のんべえの心得
フランスで、カフェやワインバーなどにぶらりと入り込んで、楽しく飲み続けていくためにはどうしたらいいのだろう? 答えは、ちょっとした心づかいと観察力です。
まず、お店に入ったたら、カウンターの後ろでテキパキ動く人に、聞こえる声で「ボンジュール!」ときちんと声をかけること。そして向こうから笑顔付きの「ボンジュール」が戻ってきたら、幸先がいい。サービスする人が少なめなところなら、テーブルに座って飲みたい時でも、カウンター前を通るときに、「アン・ドゥミ・シルヴプレ!」と注文すると、待ち時間も短くなるし、向こうだってちょっとは助かるでしょう。もう一杯飲みたい時でも、自分のグラスを指差しながら、カウンターに向かって「ラ・メム・ショーズ(同じものを)!」と声をかければ足りてしまう。

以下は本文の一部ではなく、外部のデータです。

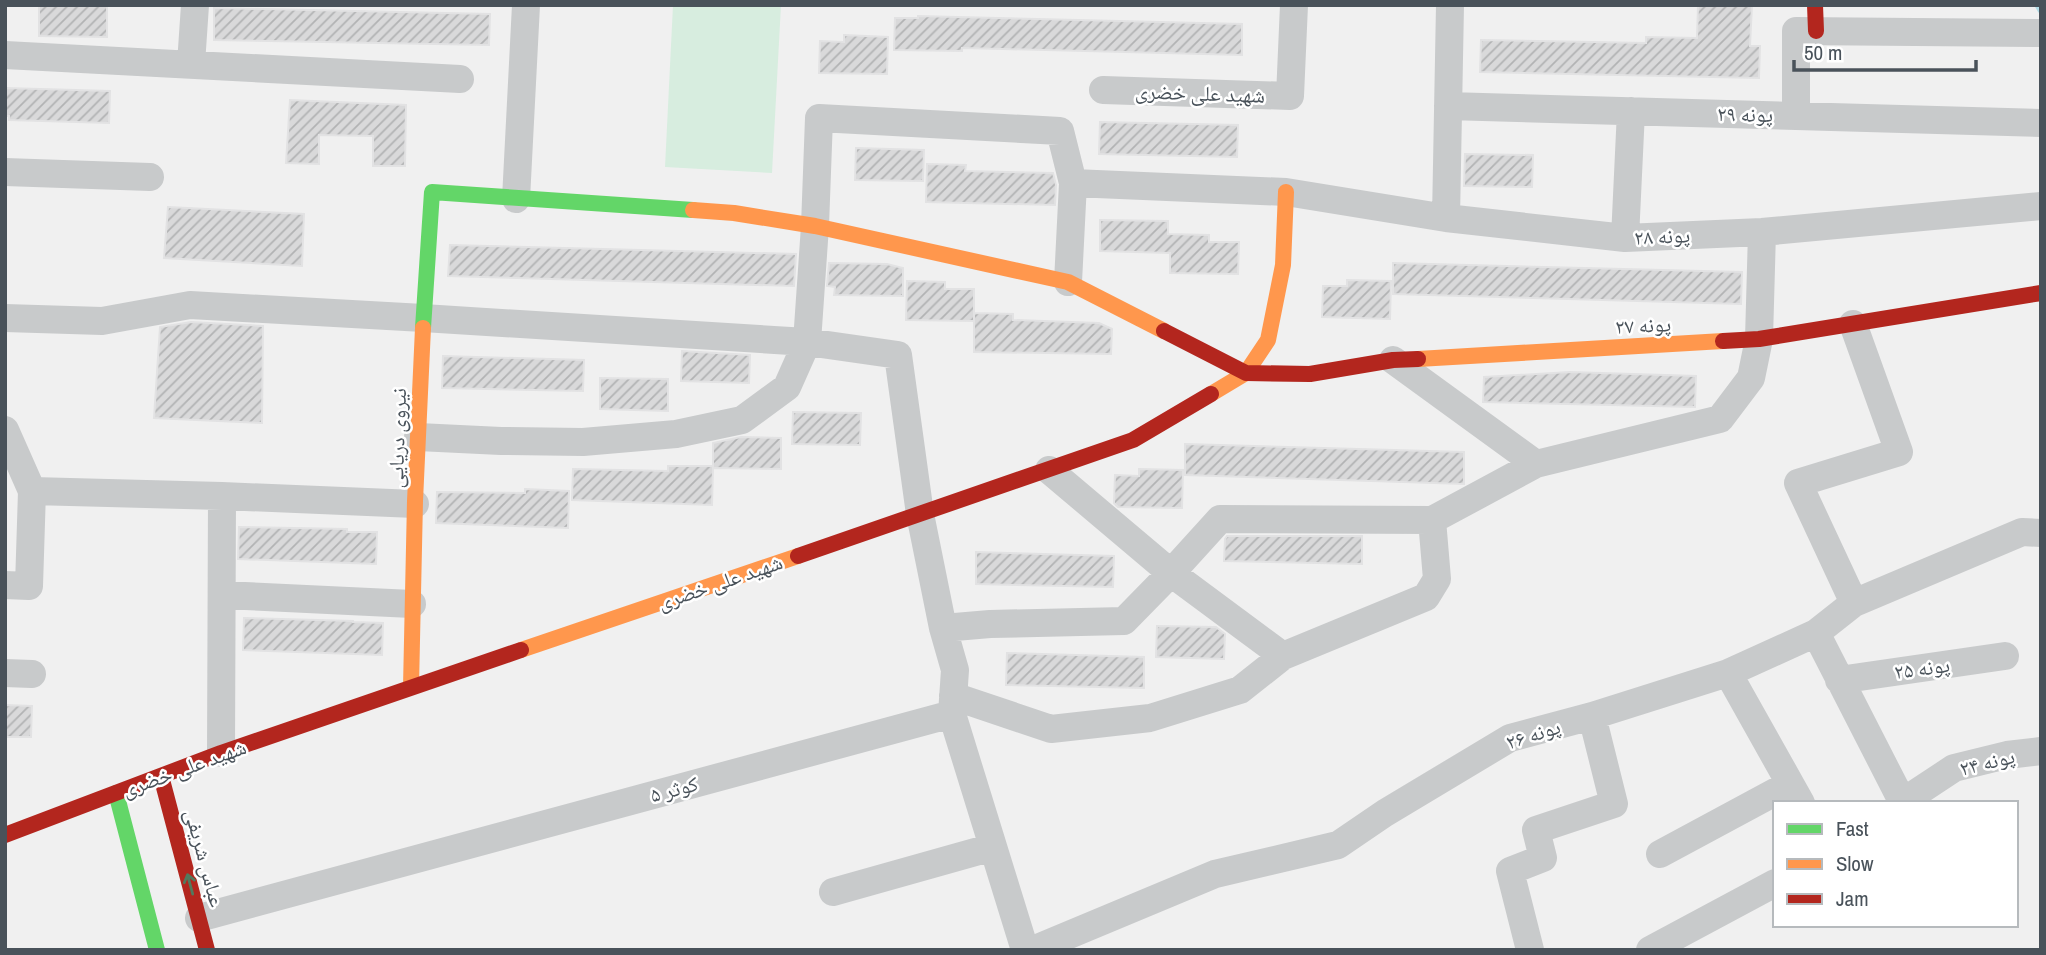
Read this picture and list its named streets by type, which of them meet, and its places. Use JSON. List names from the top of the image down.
{
  "streets": {
    "street": [
      "شهید علی خضری",
      "پونه ۲۹",
      "پونه ۲۸",
      "پونه ۲۷",
      "نیروی دریایی",
      "پونه ۲۵",
      "پونه ۲۶",
      "پونه ۲۴",
      "کوثر ۵",
      "عباس شریفی"
    ]
  },
  "crossings": [
    ["شهید علی خضری", "پونه ۲۸"],
    ["شهید علی خضری", "پونه ۲۷"],
    ["شهید علی خضری", "نیروی دریایی"],
    ["شهید علی خضری", "عباس شریفی"],
    ["کوثر ۵", "عباس شریفی"]
  ],
  "legend": ["Fast", "Slow", "Jam"],
  "scale_bar": "50 m"
}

テーブル席がいっぱいなら、カウンターで立ち飲みになるが、「パルドン」と言いながら入り込む。そこが少し混んでいたら、パリのカフェに慣れていない観光客のようにカウンターと平行に立つのではなく、肩を斜(はす)に入れる感じで立つのが、一人でも多くの人が飲むことができるようにという心づかいだ。カウンターに片ひじを置いてグラスをあおる常連たちの姿は、みごとにサマになっている。
チップで悩む人が多い。サービス料は込みになっているのだから、別に置かなくてもとがめられることはない。でも、店の人が親切だったり、ピーナッツやオリーブをおつまみとして出してもらったり、行きつけの店だったりする時は、5%から10%置くものだ。たとえば3.5ユーロのビールを飲んだら30セントか。かといって、1セントや2セントの赤い硬貨をポケットから出してジャラジャラッと置くのは避けたいものだ。それくらいなら置かない方がいい。〈ラ・リベルテ〉とかで、プラムの蒸留酒をほすと、「セ・ル・カドー!」などと言いながら、もう1杯おごってくれたりする。そんな時は気前よくチップを置けば、むこうもこちらもニコニコ顔だ。

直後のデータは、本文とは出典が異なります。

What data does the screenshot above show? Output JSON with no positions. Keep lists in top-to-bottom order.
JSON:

いい気持ちになって、さあ帰ろうかという時には、「メルシ、オルヴォワール」を忘れないようにしたい。
こんな風に一つの店に何度か通っていくうちに、あなたも感じがいい常連となって、お店の人と握手するようになり、一人で出かけても、くつろいで飲むことができる。
最後に、常連になっても、一つのカフェに長居して酔っ払い状態になることは避けましょう。なにごともほどほどが大切。これもパリっ子はよく心得ているから感心してしまう。(真)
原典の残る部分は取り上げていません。